Na volta, Lula ouviu o procurador repetir a mesma pergunta. A flacidez da resposta potencializou a impressão de que a divindade petista estava mesmo indefesa.
"Eu vou dar a explicação. Primeiro do tríplex: o tríplex não era, não é e não será (meu). A história vai mostrar o que aconteceu nesse processo. Segundo, o sítio: Eu vou lá porque o dono do sítio me autorizou a ir lá. Tá? Que bens pessoais que eu tinha no sítio? Cueca, roupa de dormir, isso eu tenho em qualquer lugar que eu vou. E nenhum empresário pode afirmar que o sítio é meu se ele não for meu."
"Mas eles afirmaram que fizeram obras para o senhor", insistiu o procurador. Lula perdeu a linha: "Ah, meu Deus do céu, sem eu pedir. Você não acha muito engraçado alguém fazer uma obra que eu não pedi? E depois alguém negociar uma delação sob a pressão de que é preciso citar o Lula. E vocês colocam isso como se fosse uma verdade! …Eu repudio qualquer tentativa de qualquer pessoa dizer que foi feita uma obra para mim naquele sítio. Porque se o Fernando Bittar amanhã vender o sítio…"
E o procurador: "O senhor pode alegar que não pediu. Mas o crime de corrupção tem a modalidade receber."
É possível que os desembargadores do TRF-4 não confirmem nesta quarta-feira a condenação imposta a Lula na primeira instância. Não por falta de provas, mas por excesso de condescendência.
Numa das pauladas que desferiu contra a Lava Jato, o Supremo Tribunal Federal deliberou que, nos processos com réus delatores, os delatados deveriam falar por último nos autos.

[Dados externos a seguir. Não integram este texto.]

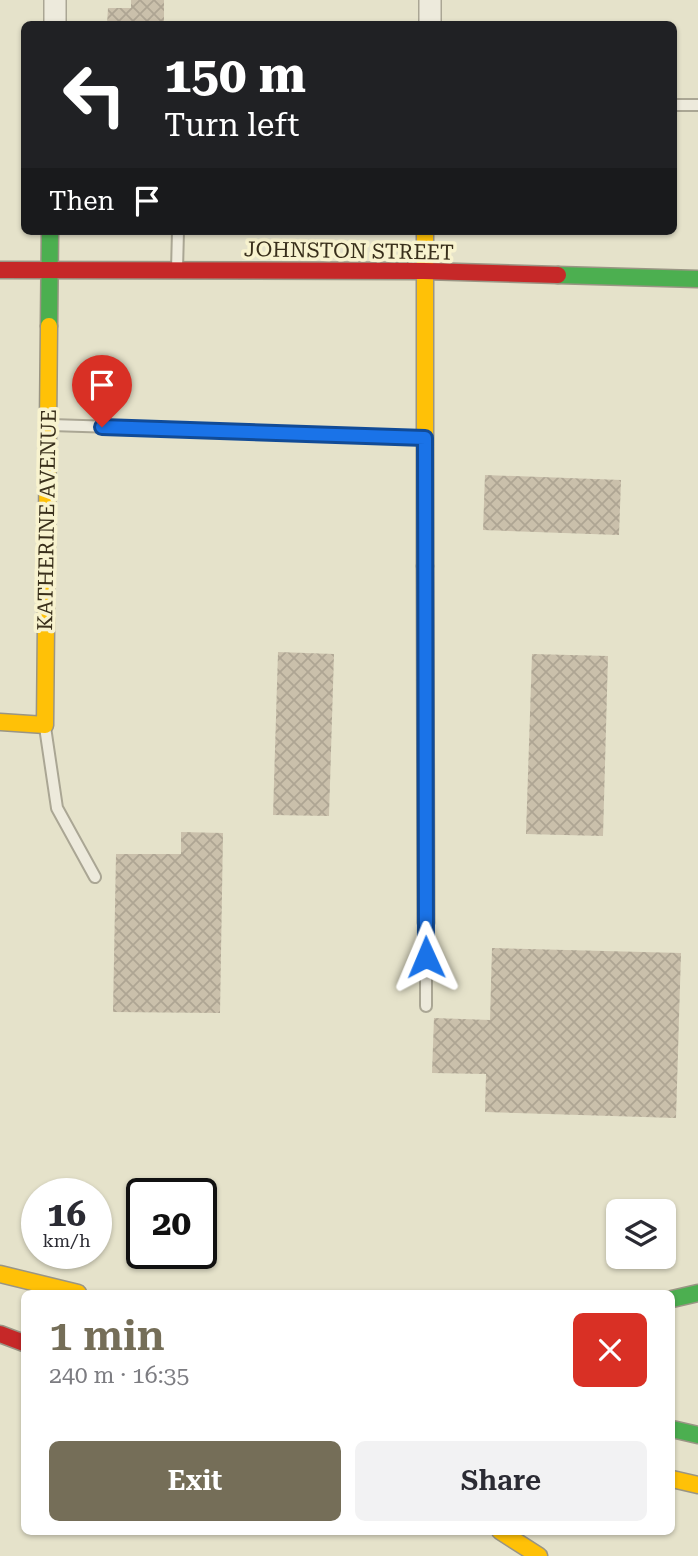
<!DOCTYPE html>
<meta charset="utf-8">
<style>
body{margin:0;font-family:"Roboto Serif",serif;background:#f2f2f3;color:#2b2b33;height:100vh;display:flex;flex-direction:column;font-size:26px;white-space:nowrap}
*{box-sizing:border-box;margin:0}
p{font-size:23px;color:#7c7c81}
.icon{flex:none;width:38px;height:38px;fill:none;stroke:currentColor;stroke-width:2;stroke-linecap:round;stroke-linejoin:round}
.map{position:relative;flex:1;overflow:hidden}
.side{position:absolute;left:21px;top:1290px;width:654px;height:245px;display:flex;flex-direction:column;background:#fff;border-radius:10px;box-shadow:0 2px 5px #0004}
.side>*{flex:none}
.banner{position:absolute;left:21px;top:21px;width:656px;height:214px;border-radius:10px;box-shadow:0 2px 5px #0004;background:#202124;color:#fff;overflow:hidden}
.fabs{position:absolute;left:606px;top:1199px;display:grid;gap:14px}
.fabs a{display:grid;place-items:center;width:70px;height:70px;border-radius:10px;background:#fff;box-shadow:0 2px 5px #0004;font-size:35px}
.speed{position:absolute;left:21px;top:1178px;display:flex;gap:14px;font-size:35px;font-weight:700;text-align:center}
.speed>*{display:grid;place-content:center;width:91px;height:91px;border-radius:50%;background:#fff;box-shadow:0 2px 5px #0004;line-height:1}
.speed small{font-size:18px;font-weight:400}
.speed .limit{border:4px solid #111;border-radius:10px;background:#fff;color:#111}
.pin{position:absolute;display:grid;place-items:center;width:60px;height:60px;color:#fff;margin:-72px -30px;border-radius:50% 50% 50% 0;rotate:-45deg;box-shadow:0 0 7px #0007}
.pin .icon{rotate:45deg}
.me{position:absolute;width:77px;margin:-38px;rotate:359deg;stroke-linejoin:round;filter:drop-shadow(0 0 5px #0008)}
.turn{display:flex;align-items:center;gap:24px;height:147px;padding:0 28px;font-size:32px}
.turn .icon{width:91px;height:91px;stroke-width:2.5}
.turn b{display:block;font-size:49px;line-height:60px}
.then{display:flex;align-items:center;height:66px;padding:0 28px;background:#0003;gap:14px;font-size:26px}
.round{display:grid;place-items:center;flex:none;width:74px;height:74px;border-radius:10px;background:#f2f2f3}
.headline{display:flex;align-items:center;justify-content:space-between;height:119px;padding:0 28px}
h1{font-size:42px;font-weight:600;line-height:52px;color:#756e58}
.cta{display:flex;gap:14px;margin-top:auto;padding:14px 28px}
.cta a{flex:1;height:80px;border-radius:10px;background:#756e58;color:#fff;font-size:28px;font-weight:600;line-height:80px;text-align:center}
.cta a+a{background:#f2f2f3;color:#2b2b33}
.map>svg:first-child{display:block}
.building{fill:url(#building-cross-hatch)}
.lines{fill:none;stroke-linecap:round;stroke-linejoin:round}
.lane-casing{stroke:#aaa694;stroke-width:14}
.street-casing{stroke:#aaa694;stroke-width:24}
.fast-casing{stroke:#9a9584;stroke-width:19}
.slow-casing{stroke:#9a9584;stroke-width:19}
.jam-casing{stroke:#9a9584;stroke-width:19}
.lane{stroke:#edeadc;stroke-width:10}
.street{stroke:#edeadc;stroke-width:21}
.fast{stroke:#4caf50;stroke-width:16}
.slow{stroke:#ffc107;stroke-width:16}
.jam{stroke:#c62828;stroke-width:16}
.route-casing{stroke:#114b97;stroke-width:18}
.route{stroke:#1a73e8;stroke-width:12}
.labels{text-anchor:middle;stroke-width:7;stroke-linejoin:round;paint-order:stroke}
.street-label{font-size:21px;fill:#392f1b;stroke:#f8f3cf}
</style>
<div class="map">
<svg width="698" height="1556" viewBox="0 0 698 1556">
<defs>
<pattern id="building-cross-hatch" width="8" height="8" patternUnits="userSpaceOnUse" patternTransform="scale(1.75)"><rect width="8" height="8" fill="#cac0ab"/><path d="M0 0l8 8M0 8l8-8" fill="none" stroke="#aea593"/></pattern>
</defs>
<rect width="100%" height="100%" fill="#e5e2ca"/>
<!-- building -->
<g class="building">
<polygon points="131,0 164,0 164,24 107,24 108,8 131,8"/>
<polygon points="485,475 621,480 619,535 483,530"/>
<polygon points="278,652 334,654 329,816 273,815"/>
<polygon points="532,654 608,656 603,836 526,834"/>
<polygon points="181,832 223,833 220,1013 113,1012 116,854 181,854"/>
<polygon points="492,948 681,953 676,1118 485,1112 486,1074 432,1073 434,1018 490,1020"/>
</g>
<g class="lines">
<defs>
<g id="lane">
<polyline points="674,105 698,105"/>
<polyline points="177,270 178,231"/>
<polyline points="51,425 423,437"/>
<polyline points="45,727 57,808 95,877"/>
<polyline points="426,925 426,1006"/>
</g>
<g id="street">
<polyline points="55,24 55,0"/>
<polyline points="430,24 430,0"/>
</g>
<g id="fast">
<polyline points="558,275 698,279"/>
<polyline points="49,326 50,231"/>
<polyline points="672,1299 698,1293"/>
<polyline points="672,1429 698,1435"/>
</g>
<g id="slow">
<polyline points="425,231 425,566"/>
<polyline points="0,722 45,725 49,326"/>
<polyline points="0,1274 78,1293"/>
<polyline points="672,1479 698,1485"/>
<polyline points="500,1531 539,1556"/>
</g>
<g id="jam">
<polyline points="0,270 424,271 558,275"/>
<polyline points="425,566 426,923"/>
<polyline points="0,1334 24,1343"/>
</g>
</defs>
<!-- lane casing -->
<use href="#lane" class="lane-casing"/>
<!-- street casing -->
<use href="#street" class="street-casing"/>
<!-- fast casing -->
<use href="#fast" class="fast-casing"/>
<!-- slow casing -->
<use href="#slow" class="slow-casing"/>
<!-- jam casing -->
<use href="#jam" class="jam-casing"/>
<!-- lane -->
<use href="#lane" class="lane"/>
<!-- street -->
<use href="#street" class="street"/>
<!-- fast -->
<use href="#fast" class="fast"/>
<!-- slow -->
<use href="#slow" class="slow"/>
<!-- jam -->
<use href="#jam" class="jam"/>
</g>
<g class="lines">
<defs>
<polyline id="route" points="102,427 425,438 426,957"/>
</defs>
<!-- route casing -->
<use href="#route" class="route-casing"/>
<!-- route -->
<use href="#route" class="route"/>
</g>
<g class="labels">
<!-- street labels -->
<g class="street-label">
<text transform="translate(349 251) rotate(1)" y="7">JOHNSTON STREET</text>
<text transform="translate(47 520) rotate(-89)" y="7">KATHERINE AVENUE</text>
</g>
</g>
</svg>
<div class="fabs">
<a><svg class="icon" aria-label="layers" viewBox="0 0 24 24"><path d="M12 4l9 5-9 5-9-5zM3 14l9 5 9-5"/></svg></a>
</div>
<div class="speed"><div>16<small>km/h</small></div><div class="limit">20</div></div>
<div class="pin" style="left:102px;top:427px;background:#d93025"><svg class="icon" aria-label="arrive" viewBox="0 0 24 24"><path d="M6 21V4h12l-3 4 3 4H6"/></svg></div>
<svg class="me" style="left:426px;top:957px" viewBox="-20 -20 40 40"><path d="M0-17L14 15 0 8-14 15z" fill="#1a73e8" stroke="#fff" stroke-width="4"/></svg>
<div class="banner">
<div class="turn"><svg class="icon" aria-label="left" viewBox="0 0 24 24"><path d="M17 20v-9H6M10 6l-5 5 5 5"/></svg><div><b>150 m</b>Turn left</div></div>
<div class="then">Then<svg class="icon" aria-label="arrive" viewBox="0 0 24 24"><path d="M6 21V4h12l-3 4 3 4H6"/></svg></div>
</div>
<section class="side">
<div class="headline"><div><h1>1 min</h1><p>240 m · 16:35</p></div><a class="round" style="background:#d93025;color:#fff"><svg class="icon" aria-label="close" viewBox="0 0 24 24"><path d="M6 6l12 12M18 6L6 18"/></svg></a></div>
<div class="cta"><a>Exit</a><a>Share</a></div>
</section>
</div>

Submetidos à novidade, os desembargadores podem optar por devolver o processo à 13ª Vara Federal de Curitiba, para que seja refeita a fase processual das alegações finais.
Há ainda a hipótese de o TRF-4 anular a sentença que condenou Lula a 12 anos e 11 meses de cadeia em função de sua autora, a juíza Gabriela Hardt, ter copiado e colado trechos do veredicto proferido por Sergio Moro no caso do tríplex.
A doutora chegou mesmo a chamar o sítio de "apartamento". Na hipótese de anulação, o processo terá de ser refeito do zero, não a partir da fase das alegações finais.
Seja qual for a decisão, não há como apagar as evidências. A honestidade de Lula continuará frequentando o processo como uma qualidade fictícia.